README.md•4.03 kB
[](https://mseep.ai/app/randomm-files-db-mcp)
# Files-DB-MCP: Vector Search for Code Projects
A local vector database system that provides LLM coding agents with fast, efficient search capabilities for software projects via the Message Control Protocol (MCP).
## Features
- **Zero Configuration** - Auto-detects project structure with sensible defaults
- **Real-Time Monitoring** - Continuously watches for file changes
- **Vector Search** - Semantic search for finding relevant code
- **MCP Interface** - Compatible with Claude Code and other LLM tools
- **Open Source Models** - Uses Hugging Face models for code embeddings
## Installation
### Option 1: Clone and Setup (Recommended)
```bash
# Using SSH (recommended if you have SSH keys set up with GitHub)
git clone git@github.com:randomm/files-db-mcp.git ~/.files-db-mcp && bash ~/.files-db-mcp/install/setup.sh
# Using HTTPS (if you don't have SSH keys set up)
git clone https://github.com/randomm/files-db-mcp.git ~/.files-db-mcp && bash ~/.files-db-mcp/install/setup.sh
```
### Option 2: Automated Installation Script
```bash
curl -fsSL https://raw.githubusercontent.com/randomm/files-db-mcp/main/install/install.sh | bash
```
## Usage
After installation, run in any project directory:
```bash
files-db-mcp
```
The service will:
1. Detect your project files
2. Start indexing in the background
3. Begin responding to MCP search queries immediately
## Requirements
- Docker
- Docker Compose
## Configuration
Files-DB-MCP works without configuration, but you can customize it with environment variables:
- `EMBEDDING_MODEL` - Change the embedding model (default: 'jinaai/jina-embeddings-v2-base-code' or project-specific model)
- `FAST_STARTUP` - Set to 'true' to use a smaller model for faster startup (default: 'false')
- `QUANTIZATION` - Enable/disable quantization (default: 'true')
- `BINARY_EMBEDDINGS` - Enable/disable binary embeddings (default: 'false')

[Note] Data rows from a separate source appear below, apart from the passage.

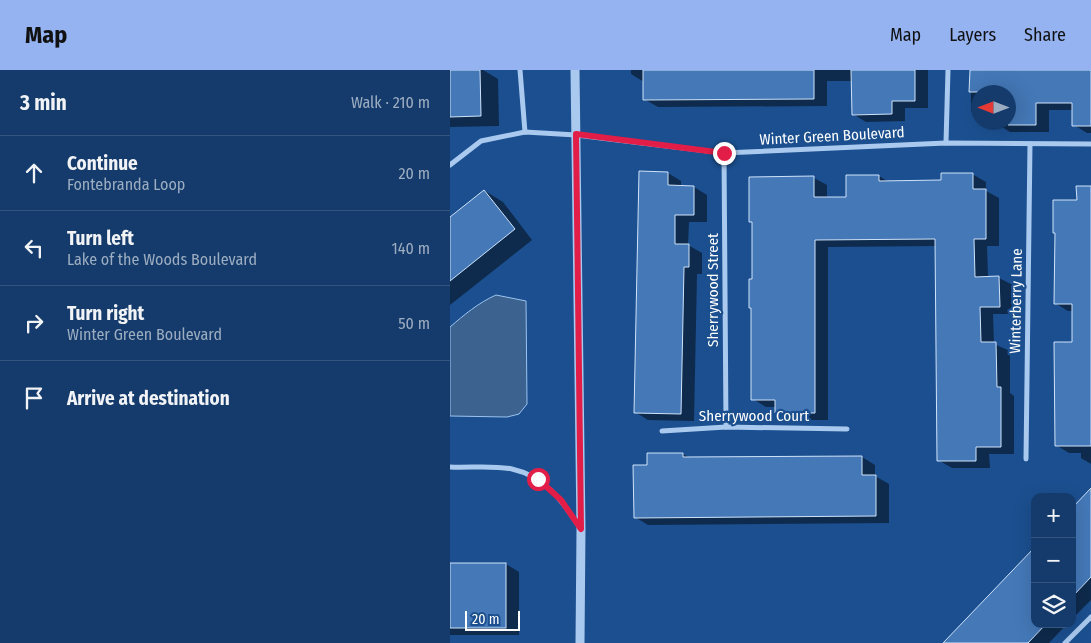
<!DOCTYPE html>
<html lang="en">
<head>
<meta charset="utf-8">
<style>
	:root { --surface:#143b6b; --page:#1d4271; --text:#f1f3f6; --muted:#9dadc1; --line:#33557e; --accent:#95b2f1 }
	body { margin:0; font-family:"Fira Sans Condensed",sans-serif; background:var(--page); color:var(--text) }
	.controls { position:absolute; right:15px; bottom:15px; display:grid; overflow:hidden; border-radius:10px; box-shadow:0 5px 20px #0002 }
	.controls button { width:45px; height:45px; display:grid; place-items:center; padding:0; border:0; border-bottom:1px solid var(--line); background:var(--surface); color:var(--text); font:25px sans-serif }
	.compass { position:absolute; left:521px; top:15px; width:45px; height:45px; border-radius:50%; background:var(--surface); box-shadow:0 5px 20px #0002; rotate:270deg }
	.scale { position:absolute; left:15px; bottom:12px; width:55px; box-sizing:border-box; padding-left:5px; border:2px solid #fff; border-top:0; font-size:14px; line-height:18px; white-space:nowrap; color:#fff; -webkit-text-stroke:4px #1b4f8f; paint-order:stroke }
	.stop { position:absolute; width:15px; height:15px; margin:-11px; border:4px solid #e11d48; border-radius:50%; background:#fff }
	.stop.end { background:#e11d48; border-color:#fff; box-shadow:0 1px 5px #0008 }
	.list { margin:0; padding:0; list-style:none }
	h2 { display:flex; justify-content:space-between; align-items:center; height:65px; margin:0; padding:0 20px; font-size:21px }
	h2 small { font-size:16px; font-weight:400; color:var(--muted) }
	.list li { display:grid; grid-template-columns:32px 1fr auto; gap:15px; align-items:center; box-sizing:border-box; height:75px; padding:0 20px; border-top:1px solid var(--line) }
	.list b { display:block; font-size:19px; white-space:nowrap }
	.list p { margin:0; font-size:16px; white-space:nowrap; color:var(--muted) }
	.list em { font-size:16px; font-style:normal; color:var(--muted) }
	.icon { flex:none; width:28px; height:28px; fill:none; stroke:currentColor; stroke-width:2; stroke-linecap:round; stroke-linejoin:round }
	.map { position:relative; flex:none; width:641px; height:573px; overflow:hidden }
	header { display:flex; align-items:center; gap:30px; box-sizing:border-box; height:70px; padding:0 25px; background:var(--accent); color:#111 }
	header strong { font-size:24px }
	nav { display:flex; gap:28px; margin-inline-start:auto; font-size:18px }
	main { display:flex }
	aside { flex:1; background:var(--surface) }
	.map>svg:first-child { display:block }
</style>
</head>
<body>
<header>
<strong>Map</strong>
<nav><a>Map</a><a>Layers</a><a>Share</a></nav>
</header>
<main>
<aside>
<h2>3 min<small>Walk · 210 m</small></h2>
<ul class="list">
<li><svg class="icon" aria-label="ahead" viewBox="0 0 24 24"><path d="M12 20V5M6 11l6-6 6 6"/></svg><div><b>Continue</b><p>Fontebranda Loop</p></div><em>20 m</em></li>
<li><svg class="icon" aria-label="left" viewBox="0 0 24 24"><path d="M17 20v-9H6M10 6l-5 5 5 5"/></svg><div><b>Turn left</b><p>Lake of the Woods Boulevard</p></div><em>140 m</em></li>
<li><svg class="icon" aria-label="right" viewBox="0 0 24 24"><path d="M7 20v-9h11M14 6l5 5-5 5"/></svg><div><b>Turn right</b><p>Winter Green Boulevard</p></div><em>50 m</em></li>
<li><svg class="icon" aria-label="arrive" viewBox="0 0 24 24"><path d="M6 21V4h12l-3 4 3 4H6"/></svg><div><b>Arrive at destination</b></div></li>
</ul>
</aside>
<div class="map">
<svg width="641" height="573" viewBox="0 0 641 573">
	<rect width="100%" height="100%" fill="#1b4f8f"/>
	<path fill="#3c6290" stroke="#9cc4f0" d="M46 225 76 231 77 334 69 344 57 347 0 346V257C14 245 28 233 46 225Z"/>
	<g fill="#0007">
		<path d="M0 0H33L48 9 49 56 0 57Z"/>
		<path d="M181 0H478V38H455V51L416 52 403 44V11H377V36L208 37 194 29V12L181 4Z"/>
		<path d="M521 0H641V63H637L624 55 623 40H599V62H560L547 54V52H558V22H528V45L521 41Z"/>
		<path d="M190 103H218L231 111V117H244L257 125V152H239L238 175 252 183V204H247L244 351 198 350 185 342Z"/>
		<path d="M522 104 536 112V121L549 128V176H537L538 208H549L563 215V244H543L544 274 560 281V323L564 326V384H539L540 398H502L488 390 486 176 378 177V350H340L327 342V337H316L303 329V153L300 151 364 108 377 115V128H397L429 106 439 112 492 111Z"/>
		<path d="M641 117V394L631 388V383H619L606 375 623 273V241H618L605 233 628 131Z"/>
		<path d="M35 121 53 132 82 170 0 235V149Z"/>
		<path d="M233 384 240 388 412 387 425 395V406L439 414V453L198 455 185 447 198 396Z"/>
		<path d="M641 420V530L622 549V440Z"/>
		<path d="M56 494 69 502V565H0V495Z"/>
		<path d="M585 554H617L599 573H495Z"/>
	</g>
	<g fill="#4478b7" stroke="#cfe3fa">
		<path d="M0 0H30L31 46 0 47Z"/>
		<path d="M193 0H364V29L193 30Z"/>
		<path d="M401 0H465V31H442V44L402 45Z"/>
		<path d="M520 0H641V56H622V33H586V55H558V22H519Z"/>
		<path d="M189 101 218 102V115L244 116V145H225V174H239V197H234L231 344 184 343Z"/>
		<path d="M491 103H523V119H536V169H524L525 207 549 206 550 237H530L531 272H546L547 317H551V377H526V391H487L485 169 365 170V343H325V330H301V238H299V209H302V152H299V107L364 106V127H396V105H429V111L491 110Z"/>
		<path d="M626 116H641V376H605L604 272H622V234H604L605 163H603V130H627Z"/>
		<path d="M34 120 65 159 0 211V147Z"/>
		<path d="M197 383H233V387L412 386V405H426V446L184 448 183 395H197Z"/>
		<path d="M641 418V507L622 527V438Z"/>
		<path d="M585 477V554H596L578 573H493Z"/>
		<rect x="0" y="493" width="56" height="65"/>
	</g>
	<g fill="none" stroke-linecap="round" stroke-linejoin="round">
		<g stroke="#a9c9ee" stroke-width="5">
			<path d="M70 0 75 62"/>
			<path d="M496 73 498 0"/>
			<path d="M274 83 276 357"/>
			<path d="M0 95 31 71 75 62 126 65 274 83 496 73 641 74"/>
			<path d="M212 361 276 357 397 359"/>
			<path d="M576 389 580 74"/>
			<path d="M0 397C20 398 42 395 62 399 94 406 113 431 130 458"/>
			<path d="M615 573 641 547"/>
		</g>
		<path stroke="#a9c9ee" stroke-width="9" d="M125 0 131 459 130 573"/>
	</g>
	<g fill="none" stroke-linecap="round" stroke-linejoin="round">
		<path stroke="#e11d48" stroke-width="6" d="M88 409 111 430 131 459 126 64 274 83"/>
	</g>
	<g text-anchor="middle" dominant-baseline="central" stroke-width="4.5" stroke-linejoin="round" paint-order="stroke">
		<g font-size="15" fill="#fff" stroke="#1b4f8f">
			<text transform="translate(382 66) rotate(-3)">Winter Green Boulevard</text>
			<text transform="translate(263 220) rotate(-90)">Sherrywood Street</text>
			<text transform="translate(566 231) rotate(-89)">Winterberry Lane</text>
			<text x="304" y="346">Sherrywood Court</text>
		</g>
	</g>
</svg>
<div class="controls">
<button>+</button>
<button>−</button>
<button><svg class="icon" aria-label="layers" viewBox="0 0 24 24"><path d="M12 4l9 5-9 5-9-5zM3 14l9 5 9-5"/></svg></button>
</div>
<svg class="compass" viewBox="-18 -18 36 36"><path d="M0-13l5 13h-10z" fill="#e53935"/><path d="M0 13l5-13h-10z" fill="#9dadc1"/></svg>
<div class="scale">20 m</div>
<div class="stop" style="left:88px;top:409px"></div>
<div class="stop end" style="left:274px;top:83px"></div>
</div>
</main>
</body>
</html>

- `IGNORE_PATTERNS` - Comma-separated list of files/dirs to ignore
### First-Time Startup
On first run, Files-DB-MCP will download embedding models which may take several minutes depending on:
- The size of the selected model (300-500MB for high-quality models)
- Your internet connection speed
Subsequent startups will be much faster as models are cached in a persistent Docker volume. For faster initial startup, you can:
```bash
# Use a smaller, faster model (90MB)
EMBEDDING_MODEL=sentence-transformers/all-MiniLM-L6-v2 files-db-mcp
# Or enable fast startup mode
FAST_STARTUP=true files-db-mcp
```
### Model Caching
Files-DB-MCP automatically persists downloaded embedding models, so you only need to download them once:
- Models are stored in a Docker volume called `model_cache`
- This volume persists between container restarts and across different projects
- The cache is shared for all projects using Files-DB-MCP on your machine
- You don't need to download the model again for each project
## Claude Code Integration
Add to your Claude Code configuration:
```json
{
"mcpServers": {
"files-db-mcp": {
"command": "python",
"args": ["/path/to/src/claude_mcp_server.py", "--host", "localhost", "--port", "6333"]
}
}
}
```
For details, see [Claude MCP Integration](docs/claude_mcp_integration.md).
## Documentation
- [Installation Guide](docs/installation_guide.md) - Detailed setup instructions
- [API Reference](docs/api_reference.md) - Complete API documentation
- [Configuration Guide](docs/configuration_reference.md) - Configuration options
## Repository Structure
- `/src` - Source code
- `/tests` - Unit and integration tests
- `/docs` - Documentation
- `/scripts` - Utility scripts
- `/install` - Installation scripts
- `/.docker` - Docker configuration
- `/config` - Configuration files
- `/ai-assist` - AI assistance files
## License
[MIT License](LICENSE)
## Contributing
Contributions welcome! Please feel free to submit a pull request.